Security in the Cloud
Cloud computing promises to reduce IT costs and simplify everyday technology tasks. A host of new technologies can keep data and applications secure.
November 14 , 2011
Cloud computing – defined largely as delivering applications and IT services to enterprises and consumers over the Internet – is transforming the way companies conduct every aspect of their business.
The global market for cloud computing will grow from $40.7 billion in 2011 to more than $241 billion in 2020, according to an April 2011 report from Forrester Research titled "Sizing the Cloud." Of that amount, the "public cloud"–or applications and services offered to businesses and consumers via the public Web--will be worth $25.5 billion in 2011 to $159.3 billion in 2020. With so much potential profits at play, hundreds of public cloud companies have sprung up, roughly divided into four main sectors: infrastructure-as-a-service (IaaS); platform-as-a-service (PaaS); software-as-a-service (SaaS); business processes-as-a-service (PaaS).
For enterprise and consumer users, cloud computing promises to reduce IT costs and simplify everyday technology tasks--from file sharing and storage, business processes, and collaboration to entertainment and social networking. You simply log onto the service via a Web browser and everything is transacted, analyzed and stored on a server far, far away. But the magic of the cloud also presents a major threat: potential security breaches.
"So far, there have not been any large security breaches in the cloud, but they will occur, it's just a matter of time before hackers gain access to the goldmine of data and applications stored in the cloud," said Richard Stiennon, a contributing analyst at GigaOM Pro and founder of security research firm IT-Harvest.
Half the organizations not adopting cloud computing cite security as the main reason, according to the Forrester report. While organizations are most concerned about data protection, system integrity and availability, they are also worried about application security, proper monitoring and auditing, oversight and compliance.
"The level of security you get in the cloud depends on the service you consume, for example, SaaS provides very robust security at the application level, while IaaS makes the user much more responsible for defining and implementing their own security requirements," said Tony West, vice president and CTO of Connected Architecture at Cisco. The conmpany has developed a security architecture to meet the needs of "borderless networks" in the cloud.

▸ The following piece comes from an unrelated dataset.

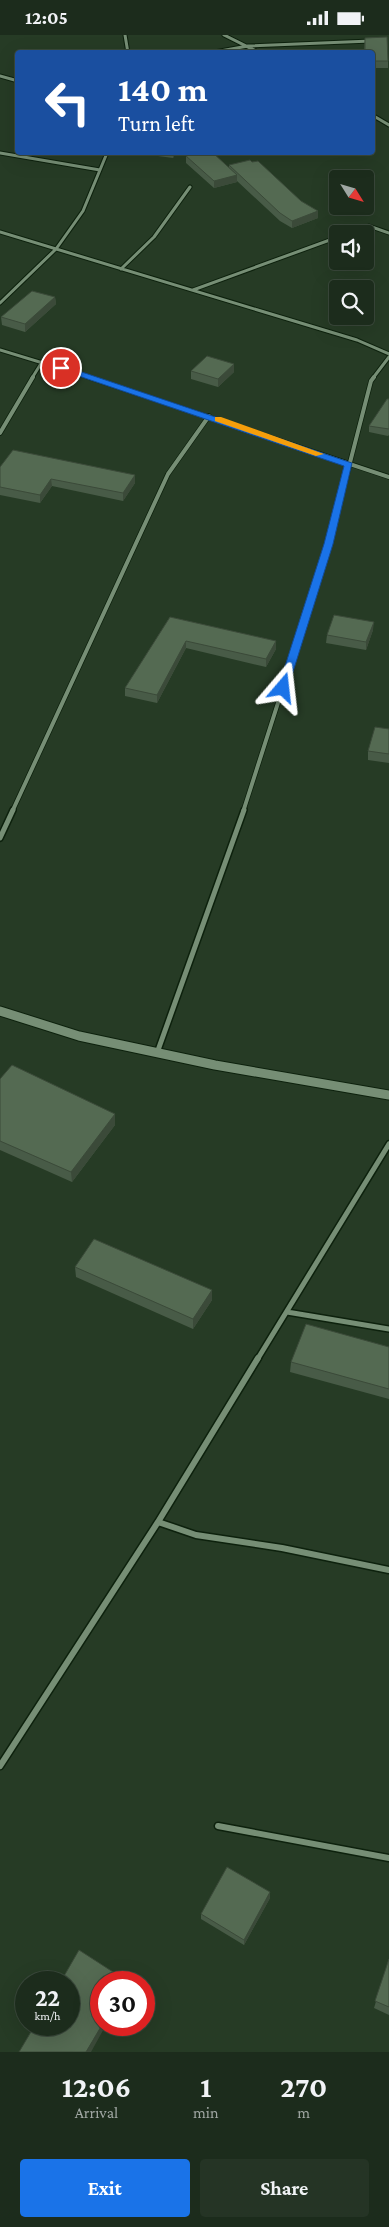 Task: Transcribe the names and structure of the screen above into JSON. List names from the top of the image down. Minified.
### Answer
{"north":"bottom right","page":{"status":"12:05","turn":["140 m","Turn left"],"speed":"22 km/h","limit":"30","eta":["12:06","Arrival","1","min","270","m"],"buttons":["Exit","Share"]}} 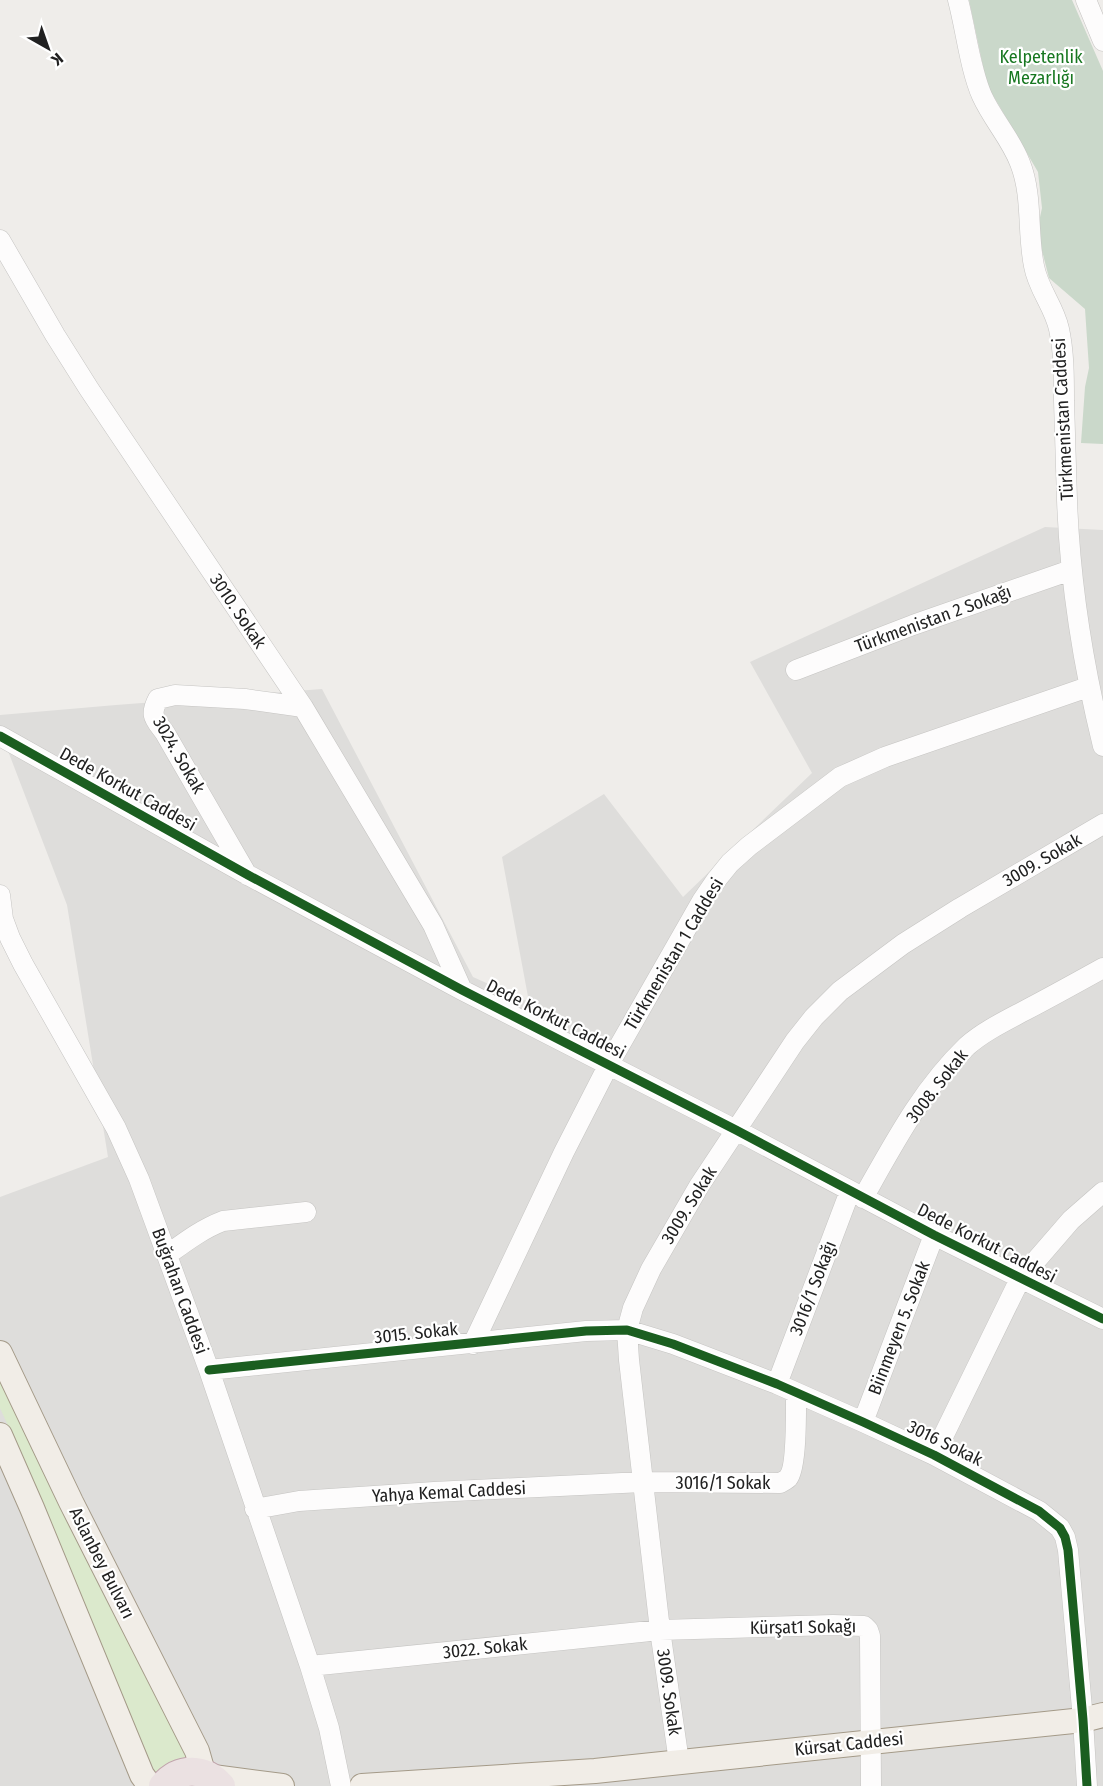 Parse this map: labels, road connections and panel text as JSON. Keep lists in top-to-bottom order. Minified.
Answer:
{"streets":{"main road":["Aslanbey Bulvarı","Kürsat Caddesi"],"street":["Türkmenistan Caddesi","3010. Sokak","Türkmenistan 2 Sokağı","3024. Sokak","Dede Korkut Caddesi","3009. Sokak","Türkmenistan 1 Caddesi","3008. Sokak","3016/1 Sokağı","Buğrahan Caddesi","Biinmeyen 5. Sokak","3015. Sokak","3016 Sokak","3016/1 Sokak","Yahya Kemal Caddesi","Kürşat1 Sokağı","3022. Sokak"]},"crossings":[["Türkmenistan Caddesi","Türkmenistan 2 Sokağı"],["Türkmenistan Caddesi","Türkmenistan 1 Caddesi"],["3010. Sokak","3024. Sokak"],["3010. Sokak","Dede Korkut Caddesi"],["3024. Sokak","Dede Korkut Caddesi"],["Dede Korkut Caddesi","3009. Sokak"],["Dede Korkut Caddesi","Türkmenistan 1 Caddesi"],["Dede Korkut Caddesi","3008. Sokak"],["Dede Korkut Caddesi","3016/1 Sokağı"],["Dede Korkut Caddesi","Biinmeyen 5. Sokak"],["3009. Sokak","3015. Sokak"],["3009. Sokak","3016 Sokak"],["3009. Sokak","3016/1 Sokak"],["3009. Sokak","Yahya Kemal Caddesi"],["3009. Sokak","Kürşat1 Sokağı"],["3009. Sokak","3022. Sokak"],["3009. Sokak","Kürsat Caddesi"],["Türkmenistan 1 Caddesi","3015. Sokak"],["3008. Sokak","3016/1 Sokağı"],["3016/1 Sokağı","3016 Sokak"],["Buğrahan Caddesi","3015. Sokak"],["Buğrahan Caddesi","Yahya Kemal Caddesi"],["Buğrahan Caddesi","3022. Sokak"],["Biinmeyen 5. Sokak","3016 Sokak"],["3015. Sokak","3016 Sokak"],["3016 Sokak","3016/1 Sokak"],["3016 Sokak","Kürsat Caddesi"],["3016/1 Sokak","Yahya Kemal Caddesi"],["Kürşat1 Sokağı","3022. Sokak"],["Kürşat1 Sokağı","Kürsat Caddesi"]],"parks":["Kelpetenlik Mezarlığı"],"north":"bottom right"}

Large cloud service providers such as Amazon, CSC, HP, IBM, Salesforce.com and Verizon Business have built robust security mechanisms -- offering both application-level security as well as firewalls and encryption at the infrastructure level. These service providers store petabytes of sensitive data in the cloud and have so far suffered no serious security breaches.
Meanwhile, security software companies have created firewalls and encryption that companies can deploy on top of any cloud-based services they use. Layer 7's CloudSpan CloudProtect and Managed Methods' JaxView for Cloud Management are two of the cloud-focused security solutions on the market, while companies such as Altor Networks, Catbird Networks and Reflex Systems have adapted their data center security products to run in cloud environments.
Most cloud security solutions have shifted from protecting corporate networks using firewalls to instead securing point of access via a combination of firewalls and user-level encryption -- so no matter which device someone uses to log onto the cloud, their communications, downloads and uploads are protected.
For example, the Cisco cloud security architecture allows organizations to set up sophisticated security parameters at the user level. A Cisco reports states that a company could create a policy such as "the VP of sales can access the global sales forecast, but if she is seeking access through a smartphone in China using an unknown protocol, and meanwhile she already authenticated herself through the main campus in California two hours ago, this connection is invalid."
Another way to secure cloud data is to deploy a gateway encryption device that sits inside a company's network. Cloud Passage is one of a few new cloud-only security startups that offer such devices--encrypting all company data when it's uploaded and downloaded from the cloud. GigaOM Pro's Stiennon says these technologies, as well as offerings such as Trend Micro's SecureCloud identity-based encryption product, are promising because fully-encrypted data is much harder for malicious hackers to "see."
"Security vendor strategists are finally turning their attention to securing broader IT application and data workloads as these migrate from corporate data centers into managed cloud services," according to the Forrester report. "This shift, from security in the cloud to security of the cloud, marks the beginning of a significant and sustained transformation for the IT security market."